Ölüm Orucu Bağlamında; Kemalist CHP, DHKP-C Ve Aleviler

Yazan: 16 Mayıs 2020 2301

Kıpkızıl bir tabut ve içinde, kupkuru bir surat ortasında, cehenneme gideceğini ihtar eden pörtlek gözler… Kırmızı ve parlak kumaşa açılmış bir suratlık pencereden, inanmadığı âlemlere doğru dikiz atıp, gökleri izleyen bir çift gayya teleskopu…

Bu gözler, DHKP-C’nin ölülerine aittir… Ve tenazur edildikleri mekân sathı da, etrafında gulu gulu dansı yapar gibi dönen bir avuç DHKP-C’liyle beraber, daima Cem Evi’nin önüdür…

DHKP-C ölülerinin, çok uzaklardaki cehennemi yakın gösteren pörtlek gözlerini ters çevirip de, oradan geriye doğru bakarsanız, çok uzaktaymış gibi zannedildiği halde çok yakında olan bir gerçekle karşılaşırsınız…

Ne ile mi?

Ne ile karşılaşacağımızı kaydetmeden evvel, özlü bir hafıza tazelenmesi yaşayalım…

Berkim Elvan, malumunuz… Gezi olaylarında polise taş atarken, polisin attığı gaz kapsülüyle ölen, DHKP-C bandanalı çocuk… Ve Kemalist CHP’nin, bayraklaştırdığı bir çocuk…

Gücünü, aralıklarla eylem yapmak ve eylemsizlik mağmasının asla soğutulmamasında bulan DHKP-C, işte yeni bir eylemin rotasını bu defa Berkin Elvan hadisesi sathında buldu, iki örgüt üyesini adliyeye gönderdi ve Berkin Elvan dosyasına bakan Savcı Selim Kiraz’ı, Adliye’deki odasında katlettirdi…

CHP hesabına ne oldu peki? Ne olacak, Kemalist CHP, bu defa da alenen Selim Kiraz’ın değil, onu vuran alçakların hukukunu savunmak için gard aldı…

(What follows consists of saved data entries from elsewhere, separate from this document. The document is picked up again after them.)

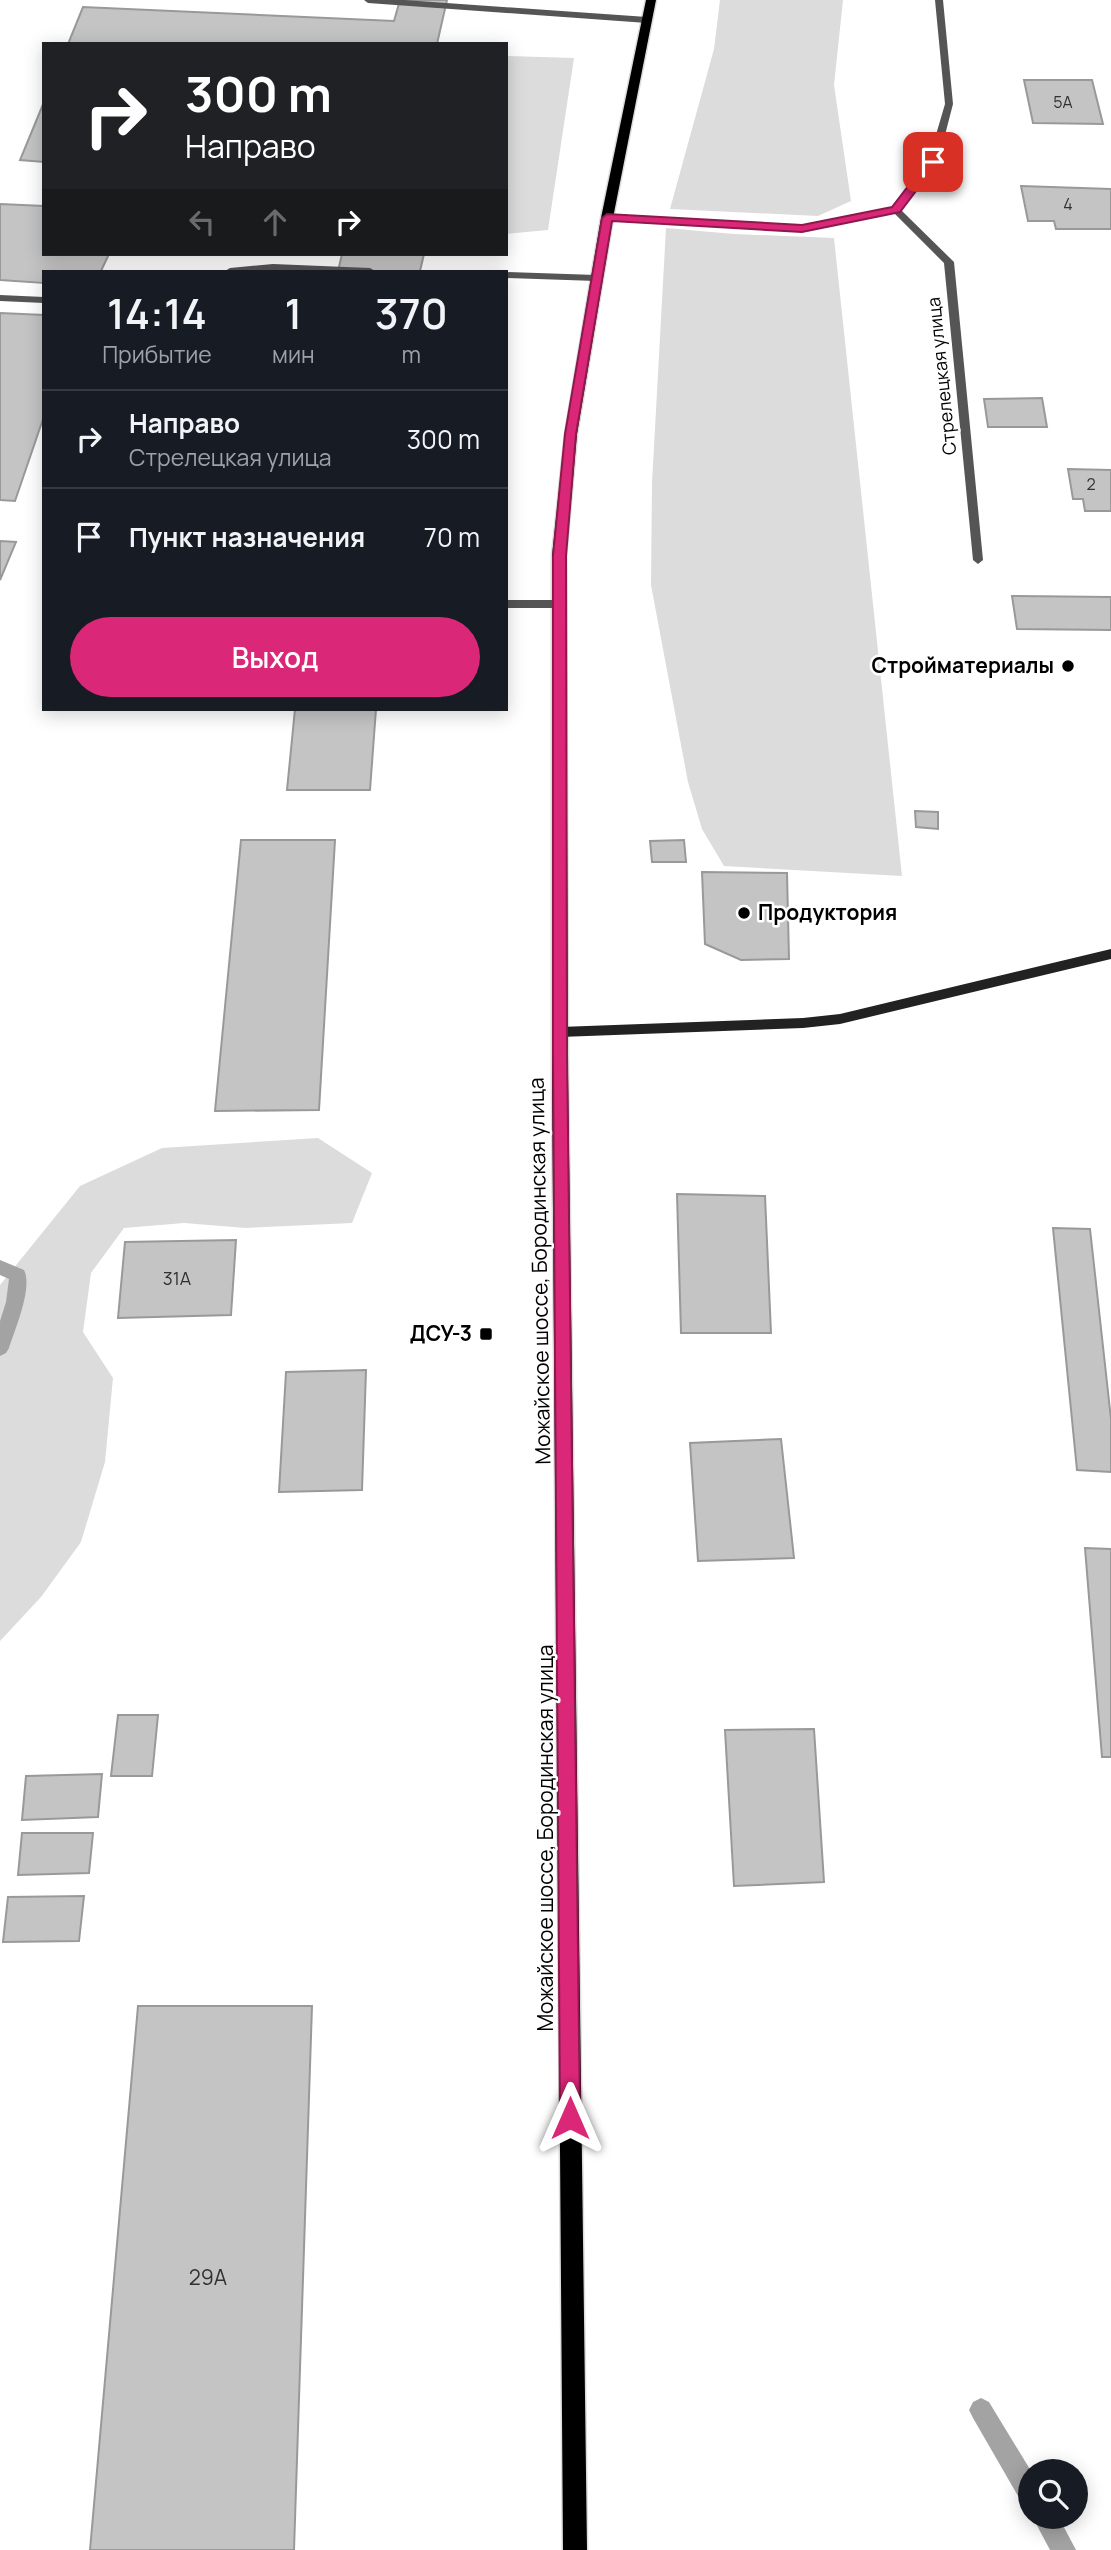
<!DOCTYPE html>
<html lang="ru">
<meta charset="utf-8">
<style>
:root{--surface:#171b24;--page:#20242c;--text:#f1f3f6;--muted:#9ea1a6;--line:#363941;--accent:#db2777}
body{margin:0;font-family:Manrope,sans-serif;background:var(--page);color:var(--text);height:100vh;display:flex;flex-direction:column;font-size:26px;white-space:nowrap}
*{box-sizing:border-box;margin:0}
p{font-size:23px;color:var(--muted)}
.icon{flex:none;width:38px;height:38px;fill:none;stroke:currentColor;stroke-width:2;stroke-linecap:round;stroke-linejoin:round}
.map{position:relative;flex:1;overflow:hidden}
.details{position:absolute;left:42px;top:270px;width:466px;height:441px;display:flex;flex-direction:column;background:var(--surface);border-radius:0px;box-shadow:0 4px 18px #0003}
.details>*{flex:none}
.hud{position:absolute;left:42px;top:42px;width:466px;height:214px;border-radius:0px;box-shadow:0 4px 18px #0003;background:#202124;color:#fff;overflow:hidden}
.buttons{position:absolute;left:1018px;top:2459px;display:grid;gap:14px}
.buttons a{display:grid;place-items:center;width:70px;height:70px;border-radius:50%;background:var(--surface);box-shadow:0 4px 18px #0003;font-size:35px}
.pin{position:absolute;display:grid;place-items:center;width:60px;height:60px;color:#fff;margin:-30px;border-radius:14px;box-shadow:0 4px 10px #0006}
.me{position:absolute;width:77px;margin:-38px;rotate:0deg;stroke-linejoin:round;filter:drop-shadow(0 0 5px #0008)}
.turn{display:flex;align-items:center;gap:24px;height:147px;padding:0 28px;font-size:32px}
.turn .icon{width:91px;height:91px;stroke-width:2.5}
.turn b{display:block;font-size:49px;line-height:60px}
.lanes{display:flex;align-items:center;height:66px;padding:0 28px;background:#0003;justify-content:center;gap:35px;direction:ltr}
.lanes .off{opacity:.35}
.eta{display:flex;justify-content:space-evenly;align-items:center;height:119px;text-align:center}
.eta b{font-size:42px;font-weight:600;line-height:49px}
.action{display:flex;gap:14px;margin-top:auto;padding:14px 28px}
.action a{flex:1;height:80px;border-radius:42px;background:var(--accent);color:#fff;font-size:28px;font-weight:600;line-height:80px;text-align:center}
ul{padding:0;list-style:none}
li{display:flex;align-items:center;gap:21px;height:98px;padding:0 28px;border-top:2px solid var(--line)}
li div{flex:1}
li b{display:block;font-size:26px}
li em{font-style:normal}
.map>svg:first-child{display:block}
</style>
<div class="map">
<svg width="1111" height="2550" viewBox="0 0 1111 2550">
<rect width="100%" height="100%" fill="#fff"/>
<g fill="#dcdcdc">
<path d="M720,0h123l-9,85 17,116 -33,15 -148,-7 44,-160z"/>
<path d="M506,56l68,2 -26,172 -42,4z"/>
<path d="M666,228l68,6 100,4 68,638 -178,-10 -22,-37 -14,-47 -37,-197 1,-102z"/>
<path d="M318,1138l54,35 -20,50 -106,5 -62,-5 -60,5 -33,45 -8,59 30,46 -8,84 -24,80 -40,55 -41,44v-356l80,-99 82,-38z"/>
</g>
<g fill="none" stroke-linecap="round" stroke-linejoin="round">
<g fill="#a3a3a3" fill-rule="evenodd">
<path d="M0,1260l24,10c9,18 -9,59 -15,78l-3,5 -6,3v-35l6,-19 3,-23 -9,-4z"/>
<path d="M981,2398l8,4 42,69v35l-9,-3 -49,-85 -4,-8 4,-8z"/>
<path d="M1032,2516h26l18,34h-26z"/>
</g>
</g>
<g fill="#c4c4c4" stroke="#999" stroke-width="2">
<path d="M400,0h47l-10,44h-369l15,-37 311,14z"/>
<path d="M1024,80h68l11,44 -70,-1z"/>
<path d="M44,102v60l-24,-2z"/>
<path d="M1021,186l90,3v40h-55l-2,-8h-26z"/>
<path d="M0,204l44,2v48h65l-8,17h-57v12l-44,-3z"/>
<path d="M342,254h82l-4,17h-82z"/>
<path d="M0,313l44,2v101l-29,85 -15,-1z"/>
<path d="M1042,398l5,29h-59l-4,-28z"/>
<path d="M1068,469l43,1v41h-26l-2,-12h-10z"/>
<path d="M0,541l16,1 -16,38z"/>
<path d="M1012,596l99,1v33l-94,-1z"/>
<path d="M295,709h81l-6,81h-83z"/>
<path d="M915,811l23,1v17l-22,-2z"/>
<path d="M241,840h94l-16,270 -104,1z"/>
<path d="M684,840l2,22h-34l-2,-21z"/>
<path d="M702,872l85,1 2,86 -48,1 -36,-16z"/>
<path d="M677,1194l88,2 6,137h-90z"/>
<path d="M1053,1228l37,1 21,190v53l-34,-2z"/>
<path d="M236,1240l-5,75 -113,3 7,-76z"/>
<path d="M366,1370l-4,120 -83,2 7,-120z"/>
<path d="M781,1439l13,119 -96,3 -8,-118z"/>
<path d="M1085,1548l26,1v208h-9z"/>
<path d="M118,1715h40l-6,61h-41z"/>
<path d="M814,1729l10,153 -90,4 -9,-156z"/>
<path d="M102,1774l-4,43 -76,3 4,-44z"/>
<path d="M22,1833h71l-4,40 -71,2z"/>
<path d="M84,1896l-5,45 -76,1 5,-45z"/>
<path d="M138,2006h174l-18,544h-204z"/>
</g>
<g fill="none" stroke-linecap="round" stroke-linejoin="round">
<g stroke="#dbdbdb" stroke-width="3">
<path id="primary" d="M646,0h10l-43,218 -36,216 -11,122 2,520 19,1474h-24l-11,-1474v-520l13,-122 36,-216z"/>
</g>
<g fill="#555" fill-rule="evenodd">
<path d="M364,0h40l243,17 4,3 -4,3 -279,-20z"/>
<path d="M273,264l97,4 5,3h-150l5,-3z"/>
<path d="M506,272l90,3 5,3 -5,3 -90,-3z"/>
<path d="M0,295l44,2v6l-44,-2z"/>
<path d="M506,600h53l6,4 -6,4h-53z"/>
</g>
<path fill="#555" fill-rule="evenodd" d="M935,0h8l10,104 -15,58 -37,48 53,52 29,298 -5,4 -5,-4 -29,-297 -50,-50 -92,18 -195,-10 -5,-3 5,-3 195,10 91,-17 35,-46 17,-58z"/>
<path fill="#222" fill-rule="evenodd" d="M1111,949v10l-271,65 -37,4 -243,9 -6,-5 6,-5 243,-9 37,-4z"/>
<use href="#primary" fill="#000" fill-rule="evenodd"/>
</g>
<path fill="#db2777" stroke="#8e194d" stroke-width="2" d="M929,159l9,3 -38,50 -98,20 -190,-11 -36,213 -10,122 1,498 13,1064 -3,7 -7,3 -7,-3 -3,-7 -7,-1064v-498l12,-122 37,-216 5,-4 195,11 90,-18z"/>
<g fill="#000" stroke="#fff" stroke-width="2.5">
<circle cx="1068" cy="666" r="7"/>
<circle cx="744" cy="913" r="7"/>
<rect x="479" y="1327" width="14" height="14" rx="3.5"/>
</g>
<g text-anchor="middle" stroke-width="5" stroke-linejoin="round" paint-order="stroke">
<g font-size="16" fill="#313131">
<text x="1063" y="108">5А</text>
<text x="1068" y="210">4</text>
<text x="1091" y="490">2</text>
</g>
<g font-size="18" fill="#000" stroke="#fff">
<text transform="translate(942 376) rotate(-96)" y="6">Стрелецкая улица</text>
</g>
<g font-size="18" fill="#313131">
<text x="177" y="1285">31А</text>
</g>
<g font-size="21" font-weight="bold" fill="#000" stroke="#fff" text-anchor="end">
<text x="1054" y="673">Стройматериалы</text>
<text x="758" y="920" text-anchor="start">Продуктория</text>
<text x="472" y="1341">ДСУ-3</text>
</g>
<g font-size="21" fill="#000" stroke="#fff">
<text transform="translate(540 1271) rotate(-91)" y="7">Можайское шоссе, Бородинская улица</text>
<text transform="translate(546 1838) rotate(-90)" y="7">Можайское шоссе, Бородинская улица</text>
</g>
<g font-size="21" fill="#313131">
<text x="208" y="2285">29А</text>
</g>
</g>
</svg>
<div class="buttons">
<a><svg class="icon" aria-label="search" viewBox="0 0 24 24"><circle cx="10" cy="10" r="6"/><path d="M15 15l6 6"/></svg></a>
</div>
<div class="pin" style="left:933px;top:162px;background:#d93025"><svg class="icon" aria-label="arrive" viewBox="0 0 24 24"><path d="M6 21V4h12l-3 4 3 4H6"/></svg></div>
<svg class="me" style="left:570px;top:2118px" viewBox="-20 -20 40 40"><path d="M0-17L14 15 0 8-14 15z" fill="#db2777" stroke="#fff" stroke-width="4"/></svg>
<div class="hud">
<div class="turn"><svg class="icon" aria-label="right" viewBox="0 0 24 24"><path d="M7 20v-9h11M14 6l5 5-5 5"/></svg><div><b>300 m</b>Направо</div></div>
<div class="lanes"><svg class="icon off" aria-label="left" viewBox="0 0 24 24"><path d="M17 20v-9H6M10 6l-5 5 5 5"/></svg><svg class="icon off" aria-label="ahead" viewBox="0 0 24 24"><path d="M12 20V5M6 11l6-6 6 6"/></svg><svg class="icon" aria-label="right" viewBox="0 0 24 24"><path d="M7 20v-9h11M14 6l5 5-5 5"/></svg></div>
</div>
<section class="details">
<div class="eta">
<div><b>14:14</b><p>Прибытие</p></div>
<div><b>1</b><p>мин</p></div>
<div><b>370</b><p>m</p></div>
</div>
<ul>
<li><svg class="icon" aria-label="right" viewBox="0 0 24 24"><path d="M7 20v-9h11M14 6l5 5-5 5"/></svg><div><b>Направо</b><p>Стрелецкая улица</p></div><em>300 m</em></li>
<li><svg class="icon" aria-label="arrive" viewBox="0 0 24 24"><path d="M6 21V4h12l-3 4 3 4H6"/></svg><div><b>Пункт назначения</b></div><em>70 m</em></li>
</ul>
<div class="action"><a>Выход</a></div>
</section>
</div>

Tabi bu katliam, eşey döllenmeyle zuhura gelmedi. Silahı getireni, eylem için inisiyatif sağlayanı, şusu busu, polis tarafından tespit edildi ve toparlanıp içeriye tıkıldılar.

CHP hesabına ne oldu peki? Ne olacak, Kemalist CHP, hukuk adamı Kiraz’ın katlini, elleri cebinde ıslık çalarak izledi ve bu defa da DHKP-C’liler lehine hukuksuzluktan dem vurmaya başladı…

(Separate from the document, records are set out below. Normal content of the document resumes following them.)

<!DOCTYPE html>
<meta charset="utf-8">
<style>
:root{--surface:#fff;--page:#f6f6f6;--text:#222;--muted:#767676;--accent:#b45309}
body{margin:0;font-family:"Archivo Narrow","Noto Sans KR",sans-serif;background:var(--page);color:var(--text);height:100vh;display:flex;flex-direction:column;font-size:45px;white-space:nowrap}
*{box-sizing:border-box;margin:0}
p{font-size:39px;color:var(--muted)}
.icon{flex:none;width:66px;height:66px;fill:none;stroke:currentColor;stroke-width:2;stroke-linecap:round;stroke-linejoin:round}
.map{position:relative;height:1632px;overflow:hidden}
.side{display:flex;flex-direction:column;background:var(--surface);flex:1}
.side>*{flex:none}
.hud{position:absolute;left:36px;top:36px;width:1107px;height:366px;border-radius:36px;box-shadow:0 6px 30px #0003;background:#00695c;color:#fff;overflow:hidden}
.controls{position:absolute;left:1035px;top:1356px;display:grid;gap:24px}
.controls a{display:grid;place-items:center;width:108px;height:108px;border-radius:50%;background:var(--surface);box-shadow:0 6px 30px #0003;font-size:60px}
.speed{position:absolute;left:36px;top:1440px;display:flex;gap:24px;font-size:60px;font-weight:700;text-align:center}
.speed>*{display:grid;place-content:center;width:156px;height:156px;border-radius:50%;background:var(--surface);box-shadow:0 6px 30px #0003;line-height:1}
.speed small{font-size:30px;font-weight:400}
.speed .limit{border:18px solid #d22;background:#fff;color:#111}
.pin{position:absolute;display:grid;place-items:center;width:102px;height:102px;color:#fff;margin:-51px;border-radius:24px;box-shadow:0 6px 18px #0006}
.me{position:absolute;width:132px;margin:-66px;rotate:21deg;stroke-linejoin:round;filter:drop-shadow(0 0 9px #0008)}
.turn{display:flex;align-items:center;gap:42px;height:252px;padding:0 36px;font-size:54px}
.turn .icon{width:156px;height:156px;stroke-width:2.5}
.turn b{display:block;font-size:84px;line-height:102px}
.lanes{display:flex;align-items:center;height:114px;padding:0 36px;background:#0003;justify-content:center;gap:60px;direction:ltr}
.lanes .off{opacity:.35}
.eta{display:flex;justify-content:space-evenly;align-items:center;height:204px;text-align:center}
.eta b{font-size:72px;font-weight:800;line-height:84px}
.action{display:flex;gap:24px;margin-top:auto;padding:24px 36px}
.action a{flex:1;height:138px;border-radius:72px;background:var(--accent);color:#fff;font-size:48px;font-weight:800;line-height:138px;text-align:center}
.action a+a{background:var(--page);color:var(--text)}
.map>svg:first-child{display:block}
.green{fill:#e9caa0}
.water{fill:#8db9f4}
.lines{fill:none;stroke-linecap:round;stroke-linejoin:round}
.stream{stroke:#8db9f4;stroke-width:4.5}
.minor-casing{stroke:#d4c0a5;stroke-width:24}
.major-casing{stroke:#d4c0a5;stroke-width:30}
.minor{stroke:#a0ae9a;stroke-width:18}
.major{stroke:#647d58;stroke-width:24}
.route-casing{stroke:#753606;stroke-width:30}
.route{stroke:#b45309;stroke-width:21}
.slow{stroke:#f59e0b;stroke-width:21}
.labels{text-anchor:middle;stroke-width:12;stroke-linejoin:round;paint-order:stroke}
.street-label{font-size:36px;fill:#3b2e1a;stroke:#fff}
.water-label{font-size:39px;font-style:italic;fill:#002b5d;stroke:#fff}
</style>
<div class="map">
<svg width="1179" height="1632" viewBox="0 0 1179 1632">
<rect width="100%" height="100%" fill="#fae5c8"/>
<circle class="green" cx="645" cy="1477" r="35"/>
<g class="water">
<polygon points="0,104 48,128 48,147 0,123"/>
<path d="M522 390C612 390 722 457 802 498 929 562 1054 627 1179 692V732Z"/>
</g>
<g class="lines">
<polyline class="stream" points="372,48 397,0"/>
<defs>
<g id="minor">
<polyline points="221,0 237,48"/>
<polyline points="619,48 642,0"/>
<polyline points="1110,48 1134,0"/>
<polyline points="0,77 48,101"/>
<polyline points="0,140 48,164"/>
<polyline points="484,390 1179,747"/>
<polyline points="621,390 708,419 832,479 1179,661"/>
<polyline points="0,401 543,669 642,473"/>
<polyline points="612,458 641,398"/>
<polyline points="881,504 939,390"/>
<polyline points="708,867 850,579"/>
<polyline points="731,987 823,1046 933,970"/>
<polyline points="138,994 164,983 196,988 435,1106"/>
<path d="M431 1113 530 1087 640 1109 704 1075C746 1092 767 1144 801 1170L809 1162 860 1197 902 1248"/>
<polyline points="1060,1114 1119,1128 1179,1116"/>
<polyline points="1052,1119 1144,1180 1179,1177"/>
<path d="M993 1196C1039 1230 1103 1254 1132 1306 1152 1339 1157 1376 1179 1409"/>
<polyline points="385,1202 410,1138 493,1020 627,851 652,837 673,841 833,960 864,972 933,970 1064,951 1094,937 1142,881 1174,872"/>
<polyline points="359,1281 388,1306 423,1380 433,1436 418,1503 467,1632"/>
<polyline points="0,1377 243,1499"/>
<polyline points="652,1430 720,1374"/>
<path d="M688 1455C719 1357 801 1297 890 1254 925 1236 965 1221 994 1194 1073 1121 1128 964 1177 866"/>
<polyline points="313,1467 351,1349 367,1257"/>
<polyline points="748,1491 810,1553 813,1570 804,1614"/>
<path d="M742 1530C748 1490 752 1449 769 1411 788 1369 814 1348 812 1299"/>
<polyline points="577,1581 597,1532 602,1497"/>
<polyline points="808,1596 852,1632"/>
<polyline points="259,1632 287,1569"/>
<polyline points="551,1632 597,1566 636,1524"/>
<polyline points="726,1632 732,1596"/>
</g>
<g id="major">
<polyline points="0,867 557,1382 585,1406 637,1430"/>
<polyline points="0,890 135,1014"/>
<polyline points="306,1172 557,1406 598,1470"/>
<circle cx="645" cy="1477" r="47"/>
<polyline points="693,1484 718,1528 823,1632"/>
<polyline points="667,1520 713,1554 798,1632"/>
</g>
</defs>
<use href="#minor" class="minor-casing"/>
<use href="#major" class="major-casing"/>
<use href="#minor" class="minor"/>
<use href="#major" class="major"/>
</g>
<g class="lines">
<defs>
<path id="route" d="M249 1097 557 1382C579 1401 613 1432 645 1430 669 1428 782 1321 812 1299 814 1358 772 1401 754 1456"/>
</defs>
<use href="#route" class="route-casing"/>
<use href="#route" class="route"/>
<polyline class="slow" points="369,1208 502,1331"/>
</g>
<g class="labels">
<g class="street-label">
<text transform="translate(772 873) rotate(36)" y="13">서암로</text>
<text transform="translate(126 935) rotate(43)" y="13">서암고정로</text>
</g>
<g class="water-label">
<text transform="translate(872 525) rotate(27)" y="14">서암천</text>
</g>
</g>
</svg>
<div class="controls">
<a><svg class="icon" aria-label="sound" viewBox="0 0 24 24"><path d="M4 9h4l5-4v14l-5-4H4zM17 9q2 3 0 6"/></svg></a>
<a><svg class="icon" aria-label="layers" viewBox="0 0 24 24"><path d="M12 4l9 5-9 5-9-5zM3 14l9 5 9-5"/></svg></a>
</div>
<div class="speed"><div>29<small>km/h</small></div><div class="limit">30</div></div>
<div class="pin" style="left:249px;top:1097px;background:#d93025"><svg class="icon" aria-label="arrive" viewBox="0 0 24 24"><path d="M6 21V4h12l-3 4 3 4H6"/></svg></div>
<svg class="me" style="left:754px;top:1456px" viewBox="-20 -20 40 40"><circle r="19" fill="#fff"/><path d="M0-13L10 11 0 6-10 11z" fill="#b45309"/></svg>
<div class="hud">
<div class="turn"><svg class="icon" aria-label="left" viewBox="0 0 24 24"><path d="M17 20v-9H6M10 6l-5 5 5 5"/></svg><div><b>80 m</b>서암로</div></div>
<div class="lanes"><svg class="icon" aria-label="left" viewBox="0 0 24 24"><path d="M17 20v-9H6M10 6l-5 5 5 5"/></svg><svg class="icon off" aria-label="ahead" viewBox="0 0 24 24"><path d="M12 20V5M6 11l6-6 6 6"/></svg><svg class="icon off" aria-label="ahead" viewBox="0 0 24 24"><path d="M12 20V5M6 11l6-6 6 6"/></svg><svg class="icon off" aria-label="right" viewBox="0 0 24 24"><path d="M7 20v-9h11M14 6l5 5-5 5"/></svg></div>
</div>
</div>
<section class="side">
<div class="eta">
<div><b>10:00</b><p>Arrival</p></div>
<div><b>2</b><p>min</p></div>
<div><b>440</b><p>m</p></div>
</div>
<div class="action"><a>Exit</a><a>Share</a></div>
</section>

İşte bu davalar sürerken, içeri tıkılan DHKP-C üyeleri, örgütün aşina olduğu bir eylem tarzına başvurdular ve ölüm orucu başlattılar.

CHP hesabına ne oldu peki? Ne olacak, Kemalist CHP, gene DHKP-C’ye borazanlık etti, öttü de öttü…

İkisi Grup Yorum üyesi, üç DHKP-C’liden ikisi ölüm orucundayken öldü. Sonuncusu İbrahim Gökçek ise ölüm orucunu bıraktı ama ölüm onu bırakmayınca, birkaç gün sonra o da, Cem Evi önünün, kırmızılar içindeki pörtlek gözlüsü olmak için nalları dikti… Ama nalları asıl diken, ölümünün sancağını dikmek için değil de, devleti çitmelemek için gene Kemalist CHP oldu…

Şimdi soralım:

-Devrimci DHKP-C, mecali yeter de devirmek emeline bir gün ererse eğer, yerleşik rejim Kemalizm’i devirmeyecek mi?

Normalde devirmesi icap eder… Ama işte normal olmayan bir şey var…

Bu normal olmayan şeyi görmek için evvela, Cem Evi’nin önüne, DHKP-C’nin, cehennemi görmüş de, fır dönmüş gözlü ölülerine bakın…

Sonra da, DHKP-C’nin, Cem Evi önünden her ölü kaldırışında, Cem Evi’ni siper alarak polise taş atan kırmızı bandanalı dirilerine bakın…

Meseleyi idrak edebilirseniz eğer, onların ölü ve dirilerinde, normalde zıt taraflarda olması gereken Kemalist CHP, DHKP-C ve Alevilik’in, aynı safta birleştirildiğini ve Müslüman Anadolu’yu vuracak namluda “Gez-Göz-Arpacık” gibi hep birlikte teslis kılınmaya çalışıldığını da göreceksiniz…

Ve Kemalist CHP’yi, başrolde ve daima DHKP-C ve Alevilerin hamisi rolünde, kendisinde İslam’dan iğreni bulduğu her mideyi daha da kaldırmaya ve Müslümanların üzerine kusturmak derdinde bulacaksınız…

Bir video gördüm; kırmızı çarşaflı tabutun, pörtlek gözlerini göğe diken en son ki sakini İbrahim Gökçek, dinlediğim bir konuşmasında “Anadolu çok zalim gördü!” deyip, ardından sadece iki isim sayıyor: Pir Sultan Abdal’ı asan Hızır Paşa ve bir de, Celali isyanlarını bastıran Kuyucu Murat Paşa...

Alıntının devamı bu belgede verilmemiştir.